Data items
##########

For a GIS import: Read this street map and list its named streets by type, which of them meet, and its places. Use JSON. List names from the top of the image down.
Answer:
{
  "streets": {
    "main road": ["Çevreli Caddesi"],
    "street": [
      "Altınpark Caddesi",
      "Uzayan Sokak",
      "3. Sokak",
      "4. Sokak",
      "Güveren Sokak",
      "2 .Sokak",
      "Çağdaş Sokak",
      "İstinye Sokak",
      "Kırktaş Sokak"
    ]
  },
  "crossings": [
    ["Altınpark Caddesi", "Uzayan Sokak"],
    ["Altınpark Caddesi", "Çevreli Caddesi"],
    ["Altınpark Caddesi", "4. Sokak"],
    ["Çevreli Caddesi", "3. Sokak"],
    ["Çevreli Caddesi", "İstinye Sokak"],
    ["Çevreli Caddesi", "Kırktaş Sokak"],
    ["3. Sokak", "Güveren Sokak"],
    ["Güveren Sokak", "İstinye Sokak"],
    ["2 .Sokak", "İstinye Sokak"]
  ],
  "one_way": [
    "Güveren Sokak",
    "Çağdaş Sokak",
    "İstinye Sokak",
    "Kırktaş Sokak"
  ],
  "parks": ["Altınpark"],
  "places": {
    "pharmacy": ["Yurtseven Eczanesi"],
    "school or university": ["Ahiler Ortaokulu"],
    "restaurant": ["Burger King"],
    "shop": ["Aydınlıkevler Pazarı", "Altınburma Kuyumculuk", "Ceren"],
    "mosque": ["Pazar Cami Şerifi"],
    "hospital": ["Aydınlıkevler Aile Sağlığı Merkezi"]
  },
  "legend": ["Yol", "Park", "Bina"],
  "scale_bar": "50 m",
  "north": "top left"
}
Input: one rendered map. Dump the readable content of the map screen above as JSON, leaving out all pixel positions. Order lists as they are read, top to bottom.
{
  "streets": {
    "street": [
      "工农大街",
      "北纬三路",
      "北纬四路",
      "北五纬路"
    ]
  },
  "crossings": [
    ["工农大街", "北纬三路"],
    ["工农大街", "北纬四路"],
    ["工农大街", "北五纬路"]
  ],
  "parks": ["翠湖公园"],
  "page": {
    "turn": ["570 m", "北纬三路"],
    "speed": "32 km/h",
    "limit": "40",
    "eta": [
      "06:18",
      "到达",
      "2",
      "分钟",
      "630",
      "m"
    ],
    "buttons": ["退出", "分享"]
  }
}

##########

◆ The problem: Copy the data above. Keep each line exact.

◆ Solution for this task:
For a GIS import: Read this street map and list its named streets by type, which of them meet, and its places. Use JSON. List names from the top of the image down.
Answer:
{
  "streets": {
    "main road": ["Çevreli Caddesi"],
    "street": [
      "Altınpark Caddesi",
      "Uzayan Sokak",
      "3. Sokak",
      "4. Sokak",
      "Güveren Sokak",
      "2 .Sokak",
      "Çağdaş Sokak",
      "İstinye Sokak",
      "Kırktaş Sokak"
    ]
  },
  "crossings": [
    ["Altınpark Caddesi", "Uzayan Sokak"],
    ["Altınpark Caddesi", "Çevreli Caddesi"],
    ["Altınpark Caddesi", "4. Sokak"],
    ["Çevreli Caddesi", "3. Sokak"],
    ["Çevreli Caddesi", "İstinye Sokak"],
    ["Çevreli Caddesi", "Kırktaş Sokak"],
    ["3. Sokak", "Güveren Sokak"],
    ["Güveren Sokak", "İstinye Sokak"],
    ["2 .Sokak", "İstinye Sokak"]
  ],
  "one_way": [
    "Güveren Sokak",
    "Çağdaş Sokak",
    "İstinye Sokak",
    "Kırktaş Sokak"
  ],
  "parks": ["Altınpark"],
  "places": {
    "pharmacy": ["Yurtseven Eczanesi"],
    "school or university": ["Ahiler Ortaokulu"],
    "restaurant": ["Burger King"],
    "shop": ["Aydınlıkevler Pazarı", "Altınburma Kuyumculuk", "Ceren"],
    "mosque": ["Pazar Cami Şerifi"],
    "hospital": ["Aydınlıkevler Aile Sağlığı Merkezi"]
  },
  "legend": ["Yol", "Park", "Bina"],
  "scale_bar": "50 m",
  "north": "top left"
}
Input: one rendered map. Dump the readable content of the map screen above as JSON, leaving out all pixel positions. Order lists as they are read, top to bottom.
{
  "streets": {
    "street": [
      "工农大街",
      "北纬三路",
      "北纬四路",
      "北五纬路"
    ]
  },
  "crossings": [
    ["工农大街", "北纬三路"],
    ["工农大街", "北纬四路"],
    ["工农大街", "北五纬路"]
  ],
  "parks": ["翠湖公园"],
  "page": {
    "turn": ["570 m", "北纬三路"],
    "speed": "32 km/h",
    "limit": "40",
    "eta": [
      "06:18",
      "到达",
      "2",
      "分钟",
      "630",
      "m"
    ],
    "buttons": ["退出", "分享"]
  }
}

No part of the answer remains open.